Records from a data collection
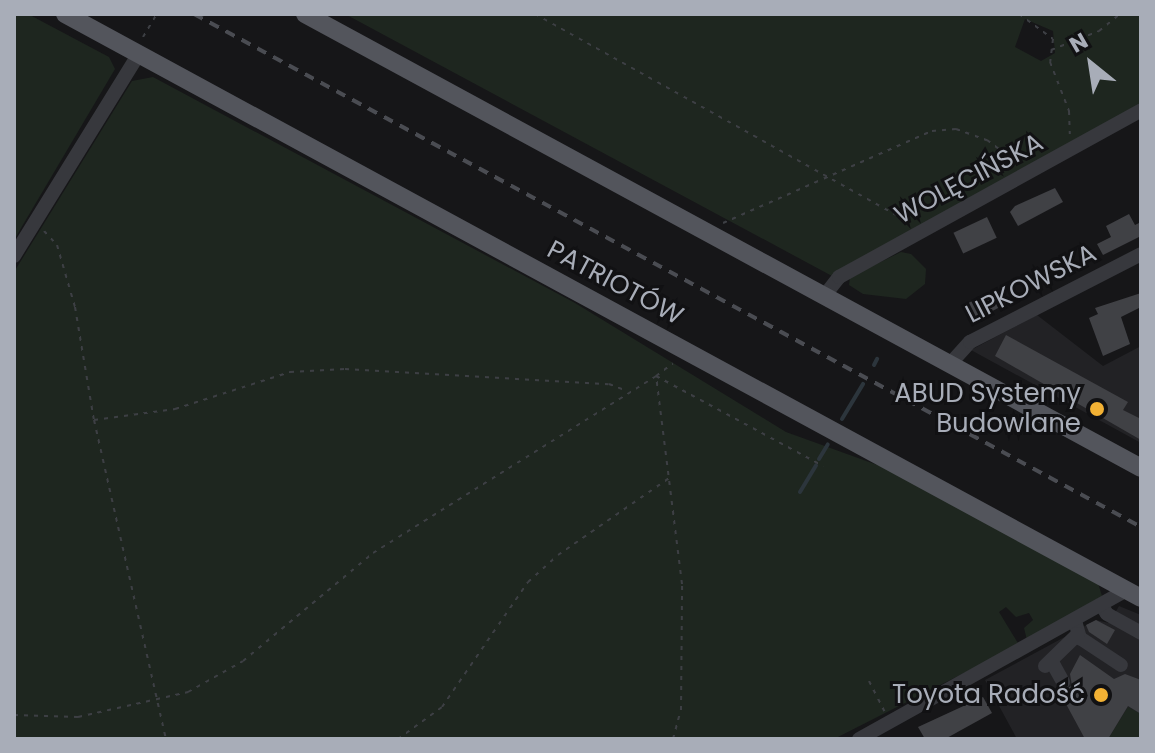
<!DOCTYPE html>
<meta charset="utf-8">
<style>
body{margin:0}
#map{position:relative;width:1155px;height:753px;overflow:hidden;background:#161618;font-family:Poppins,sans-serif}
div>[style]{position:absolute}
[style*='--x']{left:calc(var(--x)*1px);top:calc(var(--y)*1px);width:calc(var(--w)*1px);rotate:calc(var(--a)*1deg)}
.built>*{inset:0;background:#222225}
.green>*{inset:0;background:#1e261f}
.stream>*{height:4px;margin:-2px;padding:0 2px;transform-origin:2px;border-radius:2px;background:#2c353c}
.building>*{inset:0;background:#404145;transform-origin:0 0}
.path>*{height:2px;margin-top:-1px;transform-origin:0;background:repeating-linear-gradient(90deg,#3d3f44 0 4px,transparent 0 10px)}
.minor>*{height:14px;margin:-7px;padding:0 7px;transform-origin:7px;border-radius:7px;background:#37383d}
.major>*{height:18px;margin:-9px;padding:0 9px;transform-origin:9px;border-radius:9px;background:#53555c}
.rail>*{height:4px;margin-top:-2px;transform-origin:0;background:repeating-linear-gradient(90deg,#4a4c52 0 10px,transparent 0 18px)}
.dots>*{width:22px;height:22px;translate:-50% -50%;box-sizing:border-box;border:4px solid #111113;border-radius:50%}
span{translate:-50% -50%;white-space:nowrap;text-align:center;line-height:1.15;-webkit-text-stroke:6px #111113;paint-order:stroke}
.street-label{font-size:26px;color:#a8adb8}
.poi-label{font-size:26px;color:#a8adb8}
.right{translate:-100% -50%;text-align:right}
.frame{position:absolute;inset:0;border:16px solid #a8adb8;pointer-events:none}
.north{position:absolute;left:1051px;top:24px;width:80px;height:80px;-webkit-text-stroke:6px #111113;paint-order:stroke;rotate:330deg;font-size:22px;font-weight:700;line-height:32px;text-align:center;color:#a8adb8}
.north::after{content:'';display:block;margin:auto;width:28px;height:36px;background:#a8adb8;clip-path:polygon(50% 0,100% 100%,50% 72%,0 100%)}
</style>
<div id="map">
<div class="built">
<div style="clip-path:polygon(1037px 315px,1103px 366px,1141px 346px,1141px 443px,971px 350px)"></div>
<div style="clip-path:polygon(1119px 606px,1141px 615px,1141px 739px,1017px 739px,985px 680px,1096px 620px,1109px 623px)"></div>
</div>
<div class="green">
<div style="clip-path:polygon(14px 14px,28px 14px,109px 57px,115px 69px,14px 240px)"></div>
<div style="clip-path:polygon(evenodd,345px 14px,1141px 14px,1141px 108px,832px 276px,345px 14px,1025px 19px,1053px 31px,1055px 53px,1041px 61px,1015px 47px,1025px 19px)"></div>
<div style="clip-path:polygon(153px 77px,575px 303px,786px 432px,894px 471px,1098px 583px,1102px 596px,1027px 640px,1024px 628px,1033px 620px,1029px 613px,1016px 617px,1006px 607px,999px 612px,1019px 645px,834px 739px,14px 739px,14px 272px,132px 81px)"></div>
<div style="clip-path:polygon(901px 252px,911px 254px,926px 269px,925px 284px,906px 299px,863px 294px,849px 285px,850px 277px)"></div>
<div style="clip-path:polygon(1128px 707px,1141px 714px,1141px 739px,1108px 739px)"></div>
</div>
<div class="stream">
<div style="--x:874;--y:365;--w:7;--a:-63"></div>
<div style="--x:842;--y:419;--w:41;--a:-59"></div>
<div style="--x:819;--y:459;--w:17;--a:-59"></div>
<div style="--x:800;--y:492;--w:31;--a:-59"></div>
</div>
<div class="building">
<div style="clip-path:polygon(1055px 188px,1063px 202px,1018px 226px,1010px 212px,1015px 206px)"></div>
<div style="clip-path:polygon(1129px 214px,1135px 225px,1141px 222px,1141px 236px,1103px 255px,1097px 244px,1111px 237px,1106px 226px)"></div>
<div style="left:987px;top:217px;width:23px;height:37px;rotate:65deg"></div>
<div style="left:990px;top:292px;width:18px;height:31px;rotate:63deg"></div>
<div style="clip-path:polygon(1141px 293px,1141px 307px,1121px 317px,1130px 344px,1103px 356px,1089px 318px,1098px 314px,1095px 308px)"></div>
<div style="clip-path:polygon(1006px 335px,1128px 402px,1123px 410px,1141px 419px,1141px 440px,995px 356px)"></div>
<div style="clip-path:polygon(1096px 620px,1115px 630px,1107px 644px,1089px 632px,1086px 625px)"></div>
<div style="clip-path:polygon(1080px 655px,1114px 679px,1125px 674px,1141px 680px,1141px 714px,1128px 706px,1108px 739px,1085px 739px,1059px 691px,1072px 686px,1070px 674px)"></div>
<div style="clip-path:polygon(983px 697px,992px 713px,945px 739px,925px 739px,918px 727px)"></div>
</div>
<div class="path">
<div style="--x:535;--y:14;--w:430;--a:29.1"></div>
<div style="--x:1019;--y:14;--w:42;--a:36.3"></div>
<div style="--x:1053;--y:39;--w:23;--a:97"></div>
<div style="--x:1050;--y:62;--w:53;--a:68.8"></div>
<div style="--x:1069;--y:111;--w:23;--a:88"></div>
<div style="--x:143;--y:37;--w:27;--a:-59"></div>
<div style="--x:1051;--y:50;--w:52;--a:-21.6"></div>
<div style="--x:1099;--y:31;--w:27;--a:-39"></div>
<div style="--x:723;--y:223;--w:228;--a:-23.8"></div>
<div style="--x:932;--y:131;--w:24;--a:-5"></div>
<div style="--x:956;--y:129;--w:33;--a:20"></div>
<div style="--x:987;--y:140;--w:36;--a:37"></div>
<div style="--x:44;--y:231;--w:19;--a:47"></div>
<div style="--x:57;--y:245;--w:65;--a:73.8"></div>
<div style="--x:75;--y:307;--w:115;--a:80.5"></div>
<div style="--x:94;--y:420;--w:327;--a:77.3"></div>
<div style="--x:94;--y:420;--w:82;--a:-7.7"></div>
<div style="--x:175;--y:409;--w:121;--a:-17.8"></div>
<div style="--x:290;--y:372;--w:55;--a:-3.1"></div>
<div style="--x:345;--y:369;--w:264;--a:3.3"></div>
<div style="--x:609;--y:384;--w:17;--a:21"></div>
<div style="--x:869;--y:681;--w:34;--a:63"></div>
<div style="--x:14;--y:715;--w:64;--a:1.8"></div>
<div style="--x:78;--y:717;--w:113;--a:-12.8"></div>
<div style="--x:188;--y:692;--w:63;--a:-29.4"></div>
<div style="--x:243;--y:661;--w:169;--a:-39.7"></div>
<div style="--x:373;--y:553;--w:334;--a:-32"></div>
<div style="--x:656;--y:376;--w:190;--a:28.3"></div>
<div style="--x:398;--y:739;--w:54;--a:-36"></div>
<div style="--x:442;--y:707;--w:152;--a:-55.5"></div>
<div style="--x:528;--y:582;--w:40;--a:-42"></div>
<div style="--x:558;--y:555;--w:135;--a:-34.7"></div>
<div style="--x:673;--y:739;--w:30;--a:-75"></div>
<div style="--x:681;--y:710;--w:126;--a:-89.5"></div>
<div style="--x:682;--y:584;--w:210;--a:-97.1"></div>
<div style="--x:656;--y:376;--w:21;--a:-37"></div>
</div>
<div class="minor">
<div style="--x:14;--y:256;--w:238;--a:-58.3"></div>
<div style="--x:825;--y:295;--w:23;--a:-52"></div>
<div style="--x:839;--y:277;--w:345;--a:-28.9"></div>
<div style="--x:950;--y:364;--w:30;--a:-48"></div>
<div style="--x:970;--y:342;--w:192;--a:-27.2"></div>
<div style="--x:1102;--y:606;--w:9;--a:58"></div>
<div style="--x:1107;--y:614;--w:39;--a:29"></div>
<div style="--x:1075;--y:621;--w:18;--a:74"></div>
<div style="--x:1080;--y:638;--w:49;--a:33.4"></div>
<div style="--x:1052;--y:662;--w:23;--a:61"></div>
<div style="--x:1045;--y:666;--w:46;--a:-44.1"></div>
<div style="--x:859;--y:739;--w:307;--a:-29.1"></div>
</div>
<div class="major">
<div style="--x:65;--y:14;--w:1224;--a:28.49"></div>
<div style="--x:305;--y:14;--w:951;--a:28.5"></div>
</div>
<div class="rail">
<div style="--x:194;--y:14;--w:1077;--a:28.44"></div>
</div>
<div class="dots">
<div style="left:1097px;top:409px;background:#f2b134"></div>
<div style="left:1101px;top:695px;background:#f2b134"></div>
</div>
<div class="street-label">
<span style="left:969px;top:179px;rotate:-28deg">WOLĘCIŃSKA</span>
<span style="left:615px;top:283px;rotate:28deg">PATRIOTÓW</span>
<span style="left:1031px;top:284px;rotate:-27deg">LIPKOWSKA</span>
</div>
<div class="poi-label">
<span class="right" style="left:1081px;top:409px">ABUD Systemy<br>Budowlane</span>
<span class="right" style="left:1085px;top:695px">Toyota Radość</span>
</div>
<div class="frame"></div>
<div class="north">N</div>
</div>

==

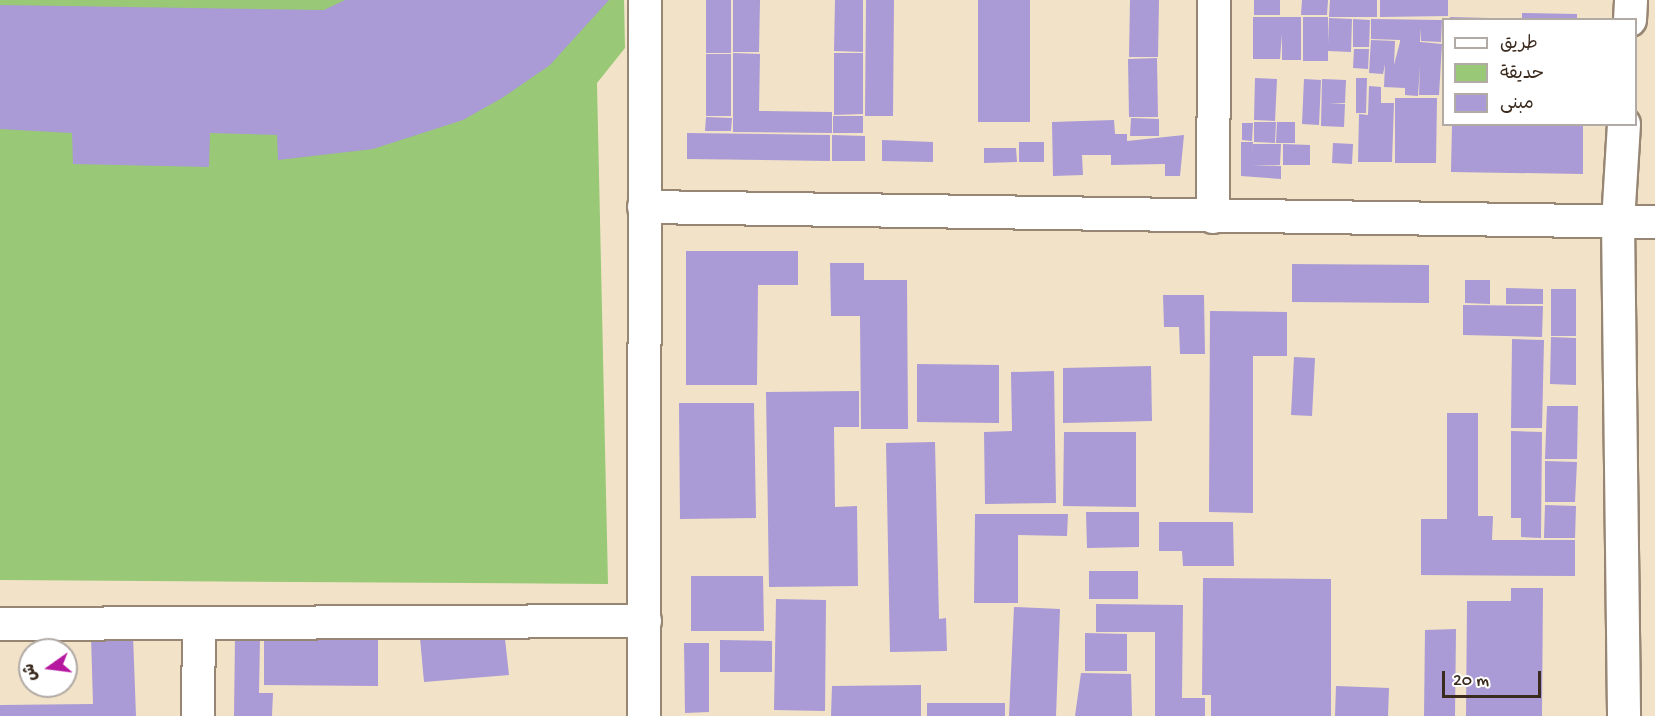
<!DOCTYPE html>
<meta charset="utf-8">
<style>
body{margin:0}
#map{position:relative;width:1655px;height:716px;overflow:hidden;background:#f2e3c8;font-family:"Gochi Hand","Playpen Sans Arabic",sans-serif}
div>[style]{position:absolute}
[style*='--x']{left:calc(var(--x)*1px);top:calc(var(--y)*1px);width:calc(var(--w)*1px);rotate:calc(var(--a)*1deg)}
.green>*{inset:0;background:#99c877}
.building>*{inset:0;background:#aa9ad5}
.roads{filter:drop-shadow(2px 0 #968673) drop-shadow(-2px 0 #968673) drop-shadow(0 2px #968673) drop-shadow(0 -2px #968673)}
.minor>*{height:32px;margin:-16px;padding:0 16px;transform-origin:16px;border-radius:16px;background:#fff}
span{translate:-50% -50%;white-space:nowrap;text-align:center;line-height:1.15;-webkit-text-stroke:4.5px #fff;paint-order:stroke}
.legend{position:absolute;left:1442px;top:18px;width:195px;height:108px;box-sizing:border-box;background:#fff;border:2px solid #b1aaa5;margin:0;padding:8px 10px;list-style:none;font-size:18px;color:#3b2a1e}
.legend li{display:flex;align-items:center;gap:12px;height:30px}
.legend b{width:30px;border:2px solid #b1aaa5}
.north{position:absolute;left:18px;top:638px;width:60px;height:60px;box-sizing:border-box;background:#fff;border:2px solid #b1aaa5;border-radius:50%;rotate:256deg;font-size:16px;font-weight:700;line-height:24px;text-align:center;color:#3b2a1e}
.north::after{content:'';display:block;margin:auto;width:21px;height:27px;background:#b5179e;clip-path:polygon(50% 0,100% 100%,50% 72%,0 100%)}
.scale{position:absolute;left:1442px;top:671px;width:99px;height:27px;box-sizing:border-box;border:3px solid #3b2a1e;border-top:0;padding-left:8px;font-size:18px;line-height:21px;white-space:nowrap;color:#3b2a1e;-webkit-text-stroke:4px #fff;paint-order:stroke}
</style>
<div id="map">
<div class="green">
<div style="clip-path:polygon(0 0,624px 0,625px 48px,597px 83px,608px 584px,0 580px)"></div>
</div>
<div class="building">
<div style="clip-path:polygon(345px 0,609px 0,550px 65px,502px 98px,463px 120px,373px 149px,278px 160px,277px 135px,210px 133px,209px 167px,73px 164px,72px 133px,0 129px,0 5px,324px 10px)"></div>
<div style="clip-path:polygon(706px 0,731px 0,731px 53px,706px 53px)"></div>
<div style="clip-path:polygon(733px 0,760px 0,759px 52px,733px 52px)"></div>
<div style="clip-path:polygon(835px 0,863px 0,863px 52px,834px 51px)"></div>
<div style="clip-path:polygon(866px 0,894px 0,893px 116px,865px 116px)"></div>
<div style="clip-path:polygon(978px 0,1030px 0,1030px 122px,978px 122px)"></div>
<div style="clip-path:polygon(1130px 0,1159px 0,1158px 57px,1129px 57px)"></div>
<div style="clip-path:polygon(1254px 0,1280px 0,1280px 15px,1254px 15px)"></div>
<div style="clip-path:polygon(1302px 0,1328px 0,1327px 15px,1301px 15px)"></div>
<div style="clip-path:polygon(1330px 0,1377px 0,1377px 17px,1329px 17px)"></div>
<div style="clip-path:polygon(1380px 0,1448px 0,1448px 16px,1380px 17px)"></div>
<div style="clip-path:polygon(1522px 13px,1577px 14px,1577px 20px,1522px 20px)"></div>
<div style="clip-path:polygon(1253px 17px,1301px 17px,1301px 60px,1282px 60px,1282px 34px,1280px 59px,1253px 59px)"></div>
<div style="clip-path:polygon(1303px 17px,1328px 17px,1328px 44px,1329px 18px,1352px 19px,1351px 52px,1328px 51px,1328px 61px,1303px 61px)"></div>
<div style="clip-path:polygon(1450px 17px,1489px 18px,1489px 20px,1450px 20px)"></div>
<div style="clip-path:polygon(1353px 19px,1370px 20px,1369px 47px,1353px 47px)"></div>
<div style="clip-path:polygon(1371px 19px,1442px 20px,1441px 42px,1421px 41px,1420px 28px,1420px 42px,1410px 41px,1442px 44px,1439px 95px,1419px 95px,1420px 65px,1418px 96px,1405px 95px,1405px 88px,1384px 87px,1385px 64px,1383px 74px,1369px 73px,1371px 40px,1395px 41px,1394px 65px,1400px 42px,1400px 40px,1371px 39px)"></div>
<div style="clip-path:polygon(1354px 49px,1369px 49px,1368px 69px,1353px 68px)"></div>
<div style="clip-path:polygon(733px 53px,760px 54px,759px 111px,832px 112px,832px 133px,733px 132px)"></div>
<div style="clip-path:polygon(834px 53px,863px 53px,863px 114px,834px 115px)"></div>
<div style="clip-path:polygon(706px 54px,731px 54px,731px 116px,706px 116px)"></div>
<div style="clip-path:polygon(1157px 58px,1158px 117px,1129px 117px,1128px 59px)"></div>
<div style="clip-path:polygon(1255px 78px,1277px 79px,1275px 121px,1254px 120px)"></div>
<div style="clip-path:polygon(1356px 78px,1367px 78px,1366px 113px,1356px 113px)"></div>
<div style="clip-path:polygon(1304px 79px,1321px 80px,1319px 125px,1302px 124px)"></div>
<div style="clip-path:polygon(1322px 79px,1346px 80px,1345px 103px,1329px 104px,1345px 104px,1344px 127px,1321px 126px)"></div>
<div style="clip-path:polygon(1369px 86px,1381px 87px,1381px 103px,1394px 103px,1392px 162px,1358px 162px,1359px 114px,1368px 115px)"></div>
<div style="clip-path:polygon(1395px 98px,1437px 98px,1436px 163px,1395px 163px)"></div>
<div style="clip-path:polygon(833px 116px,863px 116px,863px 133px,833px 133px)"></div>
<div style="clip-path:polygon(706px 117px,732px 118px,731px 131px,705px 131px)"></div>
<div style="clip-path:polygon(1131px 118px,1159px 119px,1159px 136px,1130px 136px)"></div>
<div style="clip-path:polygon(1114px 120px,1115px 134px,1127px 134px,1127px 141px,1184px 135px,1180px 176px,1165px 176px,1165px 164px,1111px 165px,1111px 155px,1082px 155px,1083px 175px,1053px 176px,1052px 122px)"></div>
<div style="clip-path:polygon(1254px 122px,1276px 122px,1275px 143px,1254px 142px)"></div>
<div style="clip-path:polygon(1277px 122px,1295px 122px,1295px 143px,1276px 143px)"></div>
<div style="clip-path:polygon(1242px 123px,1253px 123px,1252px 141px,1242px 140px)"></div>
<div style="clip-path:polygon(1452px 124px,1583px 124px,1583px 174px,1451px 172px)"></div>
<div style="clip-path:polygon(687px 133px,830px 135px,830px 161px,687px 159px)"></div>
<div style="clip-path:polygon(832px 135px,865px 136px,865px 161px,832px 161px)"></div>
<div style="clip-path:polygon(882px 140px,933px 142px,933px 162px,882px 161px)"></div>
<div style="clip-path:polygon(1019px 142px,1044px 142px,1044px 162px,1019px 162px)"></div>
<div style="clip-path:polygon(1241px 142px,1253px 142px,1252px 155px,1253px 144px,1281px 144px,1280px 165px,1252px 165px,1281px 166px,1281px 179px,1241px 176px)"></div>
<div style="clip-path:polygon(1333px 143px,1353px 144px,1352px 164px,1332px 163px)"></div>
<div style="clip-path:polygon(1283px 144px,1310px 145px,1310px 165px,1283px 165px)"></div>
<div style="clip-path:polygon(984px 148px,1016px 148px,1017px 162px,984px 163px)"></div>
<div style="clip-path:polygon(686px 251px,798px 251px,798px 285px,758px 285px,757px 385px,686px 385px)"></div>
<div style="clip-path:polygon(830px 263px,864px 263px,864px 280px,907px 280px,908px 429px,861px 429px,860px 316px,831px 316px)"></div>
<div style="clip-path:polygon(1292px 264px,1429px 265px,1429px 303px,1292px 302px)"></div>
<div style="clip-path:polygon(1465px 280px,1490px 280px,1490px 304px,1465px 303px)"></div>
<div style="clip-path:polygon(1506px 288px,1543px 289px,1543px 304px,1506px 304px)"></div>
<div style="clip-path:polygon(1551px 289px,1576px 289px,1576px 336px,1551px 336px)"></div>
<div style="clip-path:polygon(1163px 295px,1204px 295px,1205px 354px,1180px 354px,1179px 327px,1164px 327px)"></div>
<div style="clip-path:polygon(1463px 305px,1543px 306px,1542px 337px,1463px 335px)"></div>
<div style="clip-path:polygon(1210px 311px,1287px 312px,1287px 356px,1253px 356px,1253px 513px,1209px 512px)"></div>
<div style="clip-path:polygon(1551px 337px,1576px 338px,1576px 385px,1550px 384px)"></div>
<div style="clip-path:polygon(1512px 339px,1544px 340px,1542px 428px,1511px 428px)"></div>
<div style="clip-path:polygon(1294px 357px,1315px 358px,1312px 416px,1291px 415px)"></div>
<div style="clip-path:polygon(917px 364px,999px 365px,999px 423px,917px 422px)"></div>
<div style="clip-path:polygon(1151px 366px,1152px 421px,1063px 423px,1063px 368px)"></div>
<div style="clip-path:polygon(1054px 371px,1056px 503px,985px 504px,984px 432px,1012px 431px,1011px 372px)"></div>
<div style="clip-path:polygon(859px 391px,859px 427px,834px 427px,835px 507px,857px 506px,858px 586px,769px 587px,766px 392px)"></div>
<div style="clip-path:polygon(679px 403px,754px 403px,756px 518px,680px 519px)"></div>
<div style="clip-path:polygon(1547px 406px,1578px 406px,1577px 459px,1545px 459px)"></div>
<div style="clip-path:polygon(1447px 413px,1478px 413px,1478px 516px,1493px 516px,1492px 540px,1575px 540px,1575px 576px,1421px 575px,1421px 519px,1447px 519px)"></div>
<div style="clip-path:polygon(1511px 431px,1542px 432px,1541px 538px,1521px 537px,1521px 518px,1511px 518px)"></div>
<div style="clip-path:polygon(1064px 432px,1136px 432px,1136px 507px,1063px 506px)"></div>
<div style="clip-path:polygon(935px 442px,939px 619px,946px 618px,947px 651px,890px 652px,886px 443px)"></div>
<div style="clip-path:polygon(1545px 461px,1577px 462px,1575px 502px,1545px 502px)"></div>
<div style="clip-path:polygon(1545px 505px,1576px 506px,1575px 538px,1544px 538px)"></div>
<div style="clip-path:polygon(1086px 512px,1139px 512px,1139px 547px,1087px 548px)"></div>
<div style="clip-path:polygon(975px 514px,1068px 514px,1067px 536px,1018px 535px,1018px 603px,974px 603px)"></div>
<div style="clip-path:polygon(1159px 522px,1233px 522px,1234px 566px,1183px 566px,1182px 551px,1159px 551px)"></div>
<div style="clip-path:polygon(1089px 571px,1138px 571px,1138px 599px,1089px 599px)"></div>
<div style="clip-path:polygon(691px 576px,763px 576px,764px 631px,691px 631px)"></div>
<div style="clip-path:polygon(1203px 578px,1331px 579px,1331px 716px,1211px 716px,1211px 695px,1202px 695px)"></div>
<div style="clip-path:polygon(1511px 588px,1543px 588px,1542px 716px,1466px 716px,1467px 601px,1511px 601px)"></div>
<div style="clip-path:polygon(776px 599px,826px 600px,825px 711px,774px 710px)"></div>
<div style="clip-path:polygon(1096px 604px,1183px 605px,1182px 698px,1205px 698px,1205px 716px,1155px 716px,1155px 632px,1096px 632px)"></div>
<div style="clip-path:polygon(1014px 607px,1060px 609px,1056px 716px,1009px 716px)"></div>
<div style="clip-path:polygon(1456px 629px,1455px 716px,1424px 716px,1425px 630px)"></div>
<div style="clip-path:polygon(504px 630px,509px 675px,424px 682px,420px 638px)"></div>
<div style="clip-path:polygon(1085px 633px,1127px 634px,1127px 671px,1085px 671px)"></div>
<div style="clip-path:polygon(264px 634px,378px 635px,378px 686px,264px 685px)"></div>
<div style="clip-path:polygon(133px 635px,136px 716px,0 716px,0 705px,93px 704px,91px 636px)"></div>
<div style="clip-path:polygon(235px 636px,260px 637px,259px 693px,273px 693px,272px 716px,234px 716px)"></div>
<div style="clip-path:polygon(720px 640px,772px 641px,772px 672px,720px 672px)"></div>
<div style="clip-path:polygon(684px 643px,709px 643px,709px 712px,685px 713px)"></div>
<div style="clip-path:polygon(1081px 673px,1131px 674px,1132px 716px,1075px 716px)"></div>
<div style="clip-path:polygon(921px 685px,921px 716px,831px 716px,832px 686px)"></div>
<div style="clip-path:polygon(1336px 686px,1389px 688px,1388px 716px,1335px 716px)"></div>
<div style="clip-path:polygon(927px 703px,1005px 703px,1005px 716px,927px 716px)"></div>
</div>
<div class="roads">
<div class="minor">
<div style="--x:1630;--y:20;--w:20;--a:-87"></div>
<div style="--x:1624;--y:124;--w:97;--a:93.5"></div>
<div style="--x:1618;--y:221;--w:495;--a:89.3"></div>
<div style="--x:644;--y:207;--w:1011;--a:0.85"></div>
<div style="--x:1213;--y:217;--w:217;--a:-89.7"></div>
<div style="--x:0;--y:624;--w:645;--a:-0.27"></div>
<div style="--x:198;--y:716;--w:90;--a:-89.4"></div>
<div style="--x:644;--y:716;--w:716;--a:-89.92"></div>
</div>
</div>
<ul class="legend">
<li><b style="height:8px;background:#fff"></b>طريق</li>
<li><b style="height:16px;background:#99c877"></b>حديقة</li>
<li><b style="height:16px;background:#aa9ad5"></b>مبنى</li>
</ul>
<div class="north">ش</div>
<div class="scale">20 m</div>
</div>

#### [What to work on]
Lines from the entries that contain the string "stream" must be found and copied.

#### [Response for this exercise]
.stream>*{height:4px;margin:-2px;padding:0 2px;transform-origin:2px;border-radius:2px;background:#2c353c}
<div class="stream">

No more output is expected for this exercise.